How to complete this task —
Please copy every line of the records below that holds the word "direction".

Entries provided —
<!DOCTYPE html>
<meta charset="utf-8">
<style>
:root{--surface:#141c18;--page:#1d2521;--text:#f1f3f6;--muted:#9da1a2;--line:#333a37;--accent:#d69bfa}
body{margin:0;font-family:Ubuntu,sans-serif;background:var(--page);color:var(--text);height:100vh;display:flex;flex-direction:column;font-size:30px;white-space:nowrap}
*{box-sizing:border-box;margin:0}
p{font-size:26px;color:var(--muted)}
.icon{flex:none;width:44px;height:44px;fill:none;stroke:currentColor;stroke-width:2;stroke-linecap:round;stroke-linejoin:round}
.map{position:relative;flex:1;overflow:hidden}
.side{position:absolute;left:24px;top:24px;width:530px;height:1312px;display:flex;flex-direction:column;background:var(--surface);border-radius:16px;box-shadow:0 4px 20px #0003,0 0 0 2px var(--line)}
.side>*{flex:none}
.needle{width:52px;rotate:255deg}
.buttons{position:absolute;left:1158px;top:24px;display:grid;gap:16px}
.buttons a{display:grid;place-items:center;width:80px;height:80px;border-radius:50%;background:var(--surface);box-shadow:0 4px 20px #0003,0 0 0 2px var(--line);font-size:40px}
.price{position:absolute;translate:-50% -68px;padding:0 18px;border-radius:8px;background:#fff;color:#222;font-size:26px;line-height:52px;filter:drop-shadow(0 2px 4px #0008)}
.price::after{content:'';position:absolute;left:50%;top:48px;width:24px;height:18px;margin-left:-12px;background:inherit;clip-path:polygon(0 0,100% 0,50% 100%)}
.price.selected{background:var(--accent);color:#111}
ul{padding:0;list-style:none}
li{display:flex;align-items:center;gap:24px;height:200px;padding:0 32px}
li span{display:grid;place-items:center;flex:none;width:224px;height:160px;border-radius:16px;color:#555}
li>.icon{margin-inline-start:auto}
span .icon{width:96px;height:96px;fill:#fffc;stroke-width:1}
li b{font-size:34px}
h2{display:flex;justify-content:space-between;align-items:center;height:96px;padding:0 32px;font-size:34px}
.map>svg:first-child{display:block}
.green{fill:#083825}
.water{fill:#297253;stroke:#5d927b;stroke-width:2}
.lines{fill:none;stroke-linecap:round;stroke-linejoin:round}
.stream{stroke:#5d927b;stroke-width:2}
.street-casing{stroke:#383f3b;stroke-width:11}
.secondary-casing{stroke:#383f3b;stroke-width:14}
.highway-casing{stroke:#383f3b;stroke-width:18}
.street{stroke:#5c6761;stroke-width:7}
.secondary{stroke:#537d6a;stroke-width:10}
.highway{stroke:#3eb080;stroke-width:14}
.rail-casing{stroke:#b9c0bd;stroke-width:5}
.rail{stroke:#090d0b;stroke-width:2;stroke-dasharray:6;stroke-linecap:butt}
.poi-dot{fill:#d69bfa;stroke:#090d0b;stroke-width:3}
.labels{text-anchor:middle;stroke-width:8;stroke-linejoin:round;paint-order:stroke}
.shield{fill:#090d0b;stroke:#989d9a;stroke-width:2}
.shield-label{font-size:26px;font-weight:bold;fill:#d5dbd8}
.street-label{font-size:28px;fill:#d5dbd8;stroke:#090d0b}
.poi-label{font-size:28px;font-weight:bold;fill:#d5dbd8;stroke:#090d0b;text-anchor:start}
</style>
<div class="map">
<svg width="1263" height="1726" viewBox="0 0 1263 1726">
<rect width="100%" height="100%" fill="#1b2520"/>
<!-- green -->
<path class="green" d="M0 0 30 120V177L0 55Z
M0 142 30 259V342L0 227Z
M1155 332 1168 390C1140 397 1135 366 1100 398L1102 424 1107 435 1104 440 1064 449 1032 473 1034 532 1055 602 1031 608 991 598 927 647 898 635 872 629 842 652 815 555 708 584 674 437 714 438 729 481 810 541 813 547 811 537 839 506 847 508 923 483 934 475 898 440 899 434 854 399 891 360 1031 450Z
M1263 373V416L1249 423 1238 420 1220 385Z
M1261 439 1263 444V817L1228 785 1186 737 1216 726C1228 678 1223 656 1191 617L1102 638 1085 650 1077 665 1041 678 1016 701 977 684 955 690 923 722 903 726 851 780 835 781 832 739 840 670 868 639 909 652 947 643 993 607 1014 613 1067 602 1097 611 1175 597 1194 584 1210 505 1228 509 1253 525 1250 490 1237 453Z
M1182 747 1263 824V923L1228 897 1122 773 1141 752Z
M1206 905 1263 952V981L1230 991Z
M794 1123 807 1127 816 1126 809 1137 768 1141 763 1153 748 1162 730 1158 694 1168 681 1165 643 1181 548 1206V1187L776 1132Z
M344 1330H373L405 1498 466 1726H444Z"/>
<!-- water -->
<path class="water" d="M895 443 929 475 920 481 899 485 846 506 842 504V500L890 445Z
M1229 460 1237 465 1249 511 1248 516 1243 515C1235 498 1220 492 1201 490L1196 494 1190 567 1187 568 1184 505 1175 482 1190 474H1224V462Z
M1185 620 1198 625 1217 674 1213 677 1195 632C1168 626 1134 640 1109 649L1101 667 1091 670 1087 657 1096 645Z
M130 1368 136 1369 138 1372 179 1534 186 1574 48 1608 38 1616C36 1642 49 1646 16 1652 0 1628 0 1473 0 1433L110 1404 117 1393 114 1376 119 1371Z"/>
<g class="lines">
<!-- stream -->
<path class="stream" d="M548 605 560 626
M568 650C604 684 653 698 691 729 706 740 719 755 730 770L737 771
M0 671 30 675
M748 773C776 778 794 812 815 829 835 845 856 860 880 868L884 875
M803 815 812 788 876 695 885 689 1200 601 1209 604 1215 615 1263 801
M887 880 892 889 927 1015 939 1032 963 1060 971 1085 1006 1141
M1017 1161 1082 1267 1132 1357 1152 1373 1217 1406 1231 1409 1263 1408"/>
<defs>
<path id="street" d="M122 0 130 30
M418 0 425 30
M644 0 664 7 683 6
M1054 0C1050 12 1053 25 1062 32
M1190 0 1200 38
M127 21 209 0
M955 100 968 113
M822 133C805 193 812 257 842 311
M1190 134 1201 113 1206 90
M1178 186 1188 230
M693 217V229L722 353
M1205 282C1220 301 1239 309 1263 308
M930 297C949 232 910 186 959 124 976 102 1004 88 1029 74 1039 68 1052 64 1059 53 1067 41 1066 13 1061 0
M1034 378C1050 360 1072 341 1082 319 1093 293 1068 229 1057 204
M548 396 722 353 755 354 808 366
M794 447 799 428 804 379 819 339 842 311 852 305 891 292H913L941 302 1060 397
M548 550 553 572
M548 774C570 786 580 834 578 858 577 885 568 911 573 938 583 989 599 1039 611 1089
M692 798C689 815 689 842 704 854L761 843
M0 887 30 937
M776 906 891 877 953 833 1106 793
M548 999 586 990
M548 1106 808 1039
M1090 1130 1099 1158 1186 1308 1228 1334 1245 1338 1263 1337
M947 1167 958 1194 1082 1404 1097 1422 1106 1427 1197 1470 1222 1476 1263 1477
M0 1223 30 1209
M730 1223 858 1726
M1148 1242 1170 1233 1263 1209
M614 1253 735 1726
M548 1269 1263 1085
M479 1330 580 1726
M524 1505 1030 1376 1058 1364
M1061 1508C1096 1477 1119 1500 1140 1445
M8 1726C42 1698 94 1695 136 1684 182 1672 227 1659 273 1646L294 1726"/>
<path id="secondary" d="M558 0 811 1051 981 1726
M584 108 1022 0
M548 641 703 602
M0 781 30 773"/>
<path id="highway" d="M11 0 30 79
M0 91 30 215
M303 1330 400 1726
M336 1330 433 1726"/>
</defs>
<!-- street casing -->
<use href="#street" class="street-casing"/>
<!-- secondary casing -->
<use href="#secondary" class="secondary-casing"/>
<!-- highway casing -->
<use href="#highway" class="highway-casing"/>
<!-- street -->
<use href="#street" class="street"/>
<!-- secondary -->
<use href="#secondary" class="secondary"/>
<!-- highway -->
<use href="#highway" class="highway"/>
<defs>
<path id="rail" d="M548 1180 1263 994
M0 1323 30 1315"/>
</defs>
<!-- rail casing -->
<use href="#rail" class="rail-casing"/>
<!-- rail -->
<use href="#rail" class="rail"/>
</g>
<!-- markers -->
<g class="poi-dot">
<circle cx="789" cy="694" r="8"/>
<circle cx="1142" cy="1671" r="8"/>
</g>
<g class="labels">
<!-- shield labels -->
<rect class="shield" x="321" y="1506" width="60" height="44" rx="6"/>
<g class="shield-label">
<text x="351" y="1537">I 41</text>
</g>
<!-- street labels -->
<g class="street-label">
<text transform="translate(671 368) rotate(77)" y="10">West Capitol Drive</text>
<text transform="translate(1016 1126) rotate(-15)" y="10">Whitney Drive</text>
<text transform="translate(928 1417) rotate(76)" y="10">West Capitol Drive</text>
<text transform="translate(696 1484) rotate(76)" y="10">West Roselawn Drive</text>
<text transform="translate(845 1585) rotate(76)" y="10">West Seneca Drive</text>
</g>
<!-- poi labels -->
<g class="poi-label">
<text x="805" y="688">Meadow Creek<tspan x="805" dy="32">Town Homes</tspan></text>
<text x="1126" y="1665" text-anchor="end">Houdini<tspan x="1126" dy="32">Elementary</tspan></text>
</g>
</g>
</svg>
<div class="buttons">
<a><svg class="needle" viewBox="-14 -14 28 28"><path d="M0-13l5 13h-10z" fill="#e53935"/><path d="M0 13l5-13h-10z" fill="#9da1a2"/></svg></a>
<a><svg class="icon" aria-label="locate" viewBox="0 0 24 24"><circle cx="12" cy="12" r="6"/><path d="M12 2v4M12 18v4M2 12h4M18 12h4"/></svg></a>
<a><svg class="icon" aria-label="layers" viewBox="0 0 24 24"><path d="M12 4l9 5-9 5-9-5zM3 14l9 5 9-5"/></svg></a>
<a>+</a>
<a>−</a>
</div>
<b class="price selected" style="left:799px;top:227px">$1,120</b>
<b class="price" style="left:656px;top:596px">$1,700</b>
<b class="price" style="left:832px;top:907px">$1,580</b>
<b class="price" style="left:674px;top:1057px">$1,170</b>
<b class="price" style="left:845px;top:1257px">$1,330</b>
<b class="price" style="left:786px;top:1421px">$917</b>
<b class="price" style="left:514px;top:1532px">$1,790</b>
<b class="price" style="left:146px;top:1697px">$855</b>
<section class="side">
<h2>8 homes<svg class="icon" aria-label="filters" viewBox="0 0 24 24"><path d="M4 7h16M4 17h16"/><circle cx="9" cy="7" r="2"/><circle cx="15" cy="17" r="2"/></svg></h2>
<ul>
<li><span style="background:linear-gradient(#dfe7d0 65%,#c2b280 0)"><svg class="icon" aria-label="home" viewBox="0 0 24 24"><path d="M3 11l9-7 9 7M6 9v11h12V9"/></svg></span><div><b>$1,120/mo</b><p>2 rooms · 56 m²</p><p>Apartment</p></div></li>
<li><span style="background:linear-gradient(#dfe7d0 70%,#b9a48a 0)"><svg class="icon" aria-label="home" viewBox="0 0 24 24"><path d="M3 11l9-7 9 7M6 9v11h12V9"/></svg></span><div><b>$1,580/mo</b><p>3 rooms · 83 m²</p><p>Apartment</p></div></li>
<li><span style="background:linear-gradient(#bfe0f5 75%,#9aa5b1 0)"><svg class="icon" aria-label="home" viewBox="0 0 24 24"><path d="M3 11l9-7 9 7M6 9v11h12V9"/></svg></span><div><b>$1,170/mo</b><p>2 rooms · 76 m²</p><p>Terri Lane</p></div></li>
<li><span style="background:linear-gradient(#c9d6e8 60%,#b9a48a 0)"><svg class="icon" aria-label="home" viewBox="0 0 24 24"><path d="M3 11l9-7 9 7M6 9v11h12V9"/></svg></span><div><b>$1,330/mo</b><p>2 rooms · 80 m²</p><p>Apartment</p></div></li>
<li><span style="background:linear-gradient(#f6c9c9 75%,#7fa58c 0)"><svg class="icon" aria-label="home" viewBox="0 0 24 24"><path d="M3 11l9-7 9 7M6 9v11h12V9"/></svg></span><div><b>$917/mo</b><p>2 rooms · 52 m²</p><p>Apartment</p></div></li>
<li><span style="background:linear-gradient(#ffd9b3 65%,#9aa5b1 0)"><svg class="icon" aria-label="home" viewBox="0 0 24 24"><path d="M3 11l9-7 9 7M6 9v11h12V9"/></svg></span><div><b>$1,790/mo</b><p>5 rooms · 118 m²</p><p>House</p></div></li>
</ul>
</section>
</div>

Answer to this exercise —
body{margin:0;font-family:Ubuntu,sans-serif;background:var(--page);color:var(--text);height:100vh;display:flex;flex-direction:column;font-size:30px;white-space:nowrap}
.side{position:absolute;left:24px;top:24px;width:530px;height:1312px;display:flex;flex-direction:column;background:var(--surface);border-radius:16px;box-shadow:0 4px 20px #0003,0 0 0 2px var(--line)}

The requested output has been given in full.